About this exercise: For the records that follow, return only the count of lines containing the string "fillStyle".

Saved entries
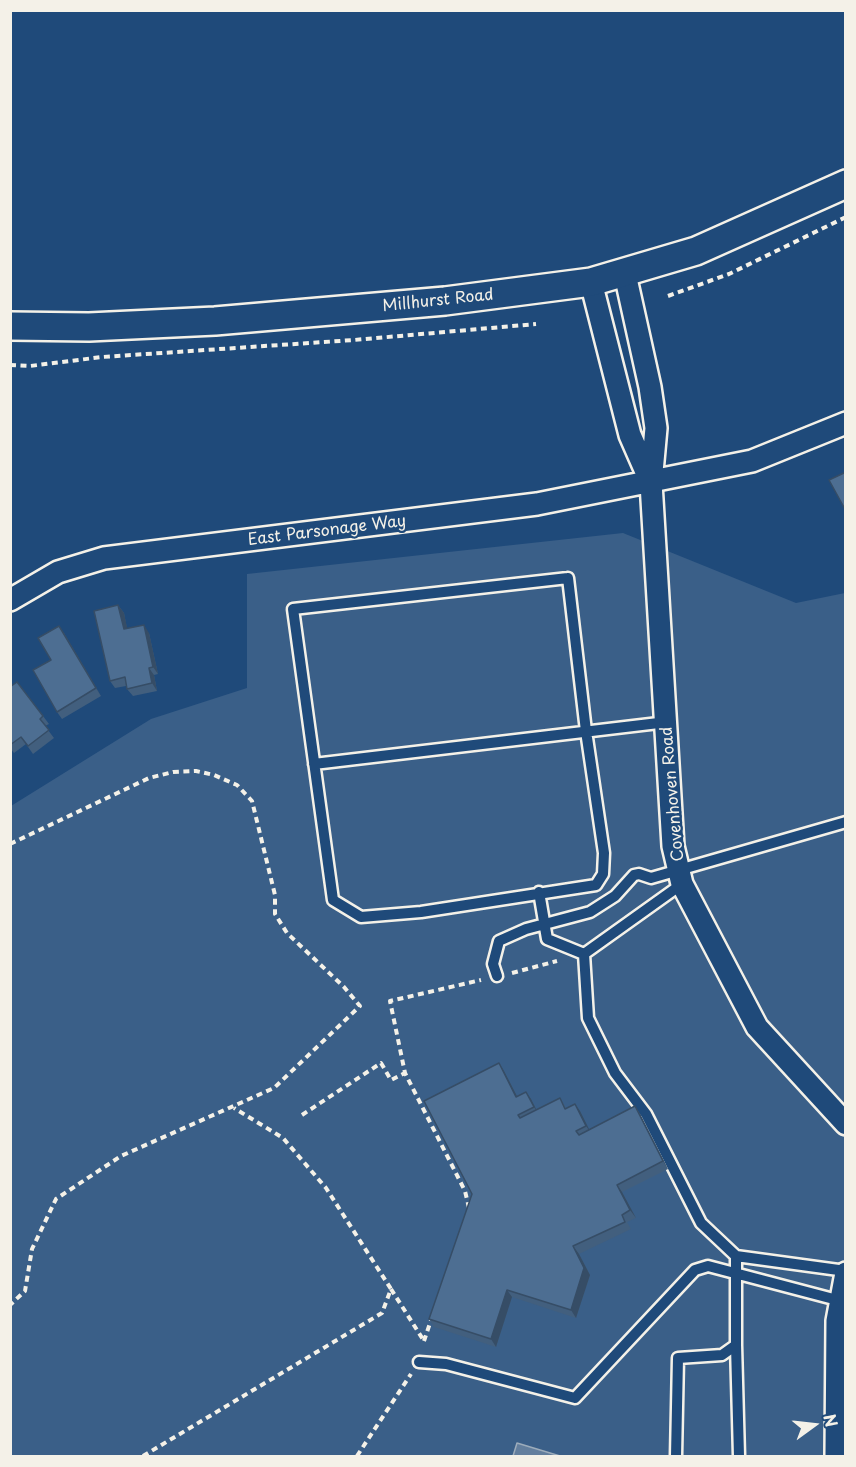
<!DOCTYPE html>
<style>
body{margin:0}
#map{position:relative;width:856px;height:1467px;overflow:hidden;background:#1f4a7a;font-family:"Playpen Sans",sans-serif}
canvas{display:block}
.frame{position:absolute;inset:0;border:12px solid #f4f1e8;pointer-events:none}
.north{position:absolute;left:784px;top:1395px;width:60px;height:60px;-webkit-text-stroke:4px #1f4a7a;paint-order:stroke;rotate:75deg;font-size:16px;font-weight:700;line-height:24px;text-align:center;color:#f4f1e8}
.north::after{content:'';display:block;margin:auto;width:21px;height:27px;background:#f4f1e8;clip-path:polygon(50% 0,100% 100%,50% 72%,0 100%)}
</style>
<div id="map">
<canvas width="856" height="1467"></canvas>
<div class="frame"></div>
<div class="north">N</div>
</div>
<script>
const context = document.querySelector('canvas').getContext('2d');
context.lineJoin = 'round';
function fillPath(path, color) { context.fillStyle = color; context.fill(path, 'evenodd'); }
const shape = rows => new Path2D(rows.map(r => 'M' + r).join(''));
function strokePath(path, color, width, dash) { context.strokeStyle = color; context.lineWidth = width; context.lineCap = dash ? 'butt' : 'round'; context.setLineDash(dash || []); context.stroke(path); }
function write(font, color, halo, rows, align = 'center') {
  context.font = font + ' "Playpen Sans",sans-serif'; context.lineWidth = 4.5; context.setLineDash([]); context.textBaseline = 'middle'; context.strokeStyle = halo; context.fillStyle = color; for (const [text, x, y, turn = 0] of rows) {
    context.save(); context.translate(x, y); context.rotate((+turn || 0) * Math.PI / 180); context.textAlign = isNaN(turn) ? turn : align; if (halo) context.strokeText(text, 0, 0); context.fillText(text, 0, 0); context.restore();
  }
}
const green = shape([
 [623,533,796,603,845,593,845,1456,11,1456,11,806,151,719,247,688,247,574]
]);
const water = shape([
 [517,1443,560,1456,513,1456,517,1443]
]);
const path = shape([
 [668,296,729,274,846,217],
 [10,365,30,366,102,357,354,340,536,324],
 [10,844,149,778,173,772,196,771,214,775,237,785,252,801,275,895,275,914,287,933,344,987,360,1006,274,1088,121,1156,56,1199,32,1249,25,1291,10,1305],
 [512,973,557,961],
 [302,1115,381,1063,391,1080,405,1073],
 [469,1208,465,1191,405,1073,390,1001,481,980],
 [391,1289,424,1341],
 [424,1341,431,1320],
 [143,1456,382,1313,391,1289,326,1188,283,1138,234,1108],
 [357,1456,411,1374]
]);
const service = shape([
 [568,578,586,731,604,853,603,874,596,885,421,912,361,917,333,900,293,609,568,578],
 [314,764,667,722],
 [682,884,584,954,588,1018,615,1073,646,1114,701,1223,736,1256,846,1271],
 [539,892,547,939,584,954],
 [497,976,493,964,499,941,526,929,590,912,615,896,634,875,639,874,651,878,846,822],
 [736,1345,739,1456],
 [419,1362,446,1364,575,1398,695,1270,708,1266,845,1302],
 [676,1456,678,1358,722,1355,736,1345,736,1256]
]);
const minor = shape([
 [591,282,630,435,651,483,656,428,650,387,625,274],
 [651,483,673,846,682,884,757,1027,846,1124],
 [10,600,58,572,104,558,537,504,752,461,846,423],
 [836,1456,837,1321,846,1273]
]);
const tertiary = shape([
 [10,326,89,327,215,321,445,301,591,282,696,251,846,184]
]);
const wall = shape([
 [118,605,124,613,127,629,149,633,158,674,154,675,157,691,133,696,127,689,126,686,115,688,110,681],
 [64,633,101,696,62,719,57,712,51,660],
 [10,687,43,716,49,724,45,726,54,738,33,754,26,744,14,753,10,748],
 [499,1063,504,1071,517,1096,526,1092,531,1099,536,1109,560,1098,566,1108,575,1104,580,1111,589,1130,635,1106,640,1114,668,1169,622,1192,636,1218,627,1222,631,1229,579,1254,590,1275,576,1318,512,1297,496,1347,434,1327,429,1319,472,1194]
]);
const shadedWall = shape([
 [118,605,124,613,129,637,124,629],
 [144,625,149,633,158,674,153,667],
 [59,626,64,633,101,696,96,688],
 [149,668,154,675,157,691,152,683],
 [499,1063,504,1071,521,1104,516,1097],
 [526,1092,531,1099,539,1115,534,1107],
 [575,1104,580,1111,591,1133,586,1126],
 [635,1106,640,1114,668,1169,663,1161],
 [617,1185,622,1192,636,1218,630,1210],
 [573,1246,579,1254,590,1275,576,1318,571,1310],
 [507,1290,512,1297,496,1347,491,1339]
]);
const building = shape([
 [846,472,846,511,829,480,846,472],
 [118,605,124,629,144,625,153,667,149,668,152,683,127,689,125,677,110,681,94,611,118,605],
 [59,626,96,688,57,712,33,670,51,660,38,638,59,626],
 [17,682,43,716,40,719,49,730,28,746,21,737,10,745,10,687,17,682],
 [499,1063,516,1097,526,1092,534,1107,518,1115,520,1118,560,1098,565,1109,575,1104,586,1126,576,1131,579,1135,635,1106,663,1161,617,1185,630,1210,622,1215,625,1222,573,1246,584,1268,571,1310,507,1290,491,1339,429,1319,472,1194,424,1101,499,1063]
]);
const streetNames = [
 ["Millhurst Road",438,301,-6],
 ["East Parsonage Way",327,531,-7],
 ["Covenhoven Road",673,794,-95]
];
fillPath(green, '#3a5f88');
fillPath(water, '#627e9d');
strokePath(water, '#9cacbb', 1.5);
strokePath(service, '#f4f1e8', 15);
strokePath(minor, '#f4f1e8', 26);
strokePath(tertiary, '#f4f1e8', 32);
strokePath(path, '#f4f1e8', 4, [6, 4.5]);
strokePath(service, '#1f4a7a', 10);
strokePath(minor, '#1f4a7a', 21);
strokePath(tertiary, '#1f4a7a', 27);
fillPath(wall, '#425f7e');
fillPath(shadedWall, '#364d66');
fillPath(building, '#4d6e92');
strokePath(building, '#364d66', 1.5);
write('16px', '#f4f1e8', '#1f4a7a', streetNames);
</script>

Exercise output: 2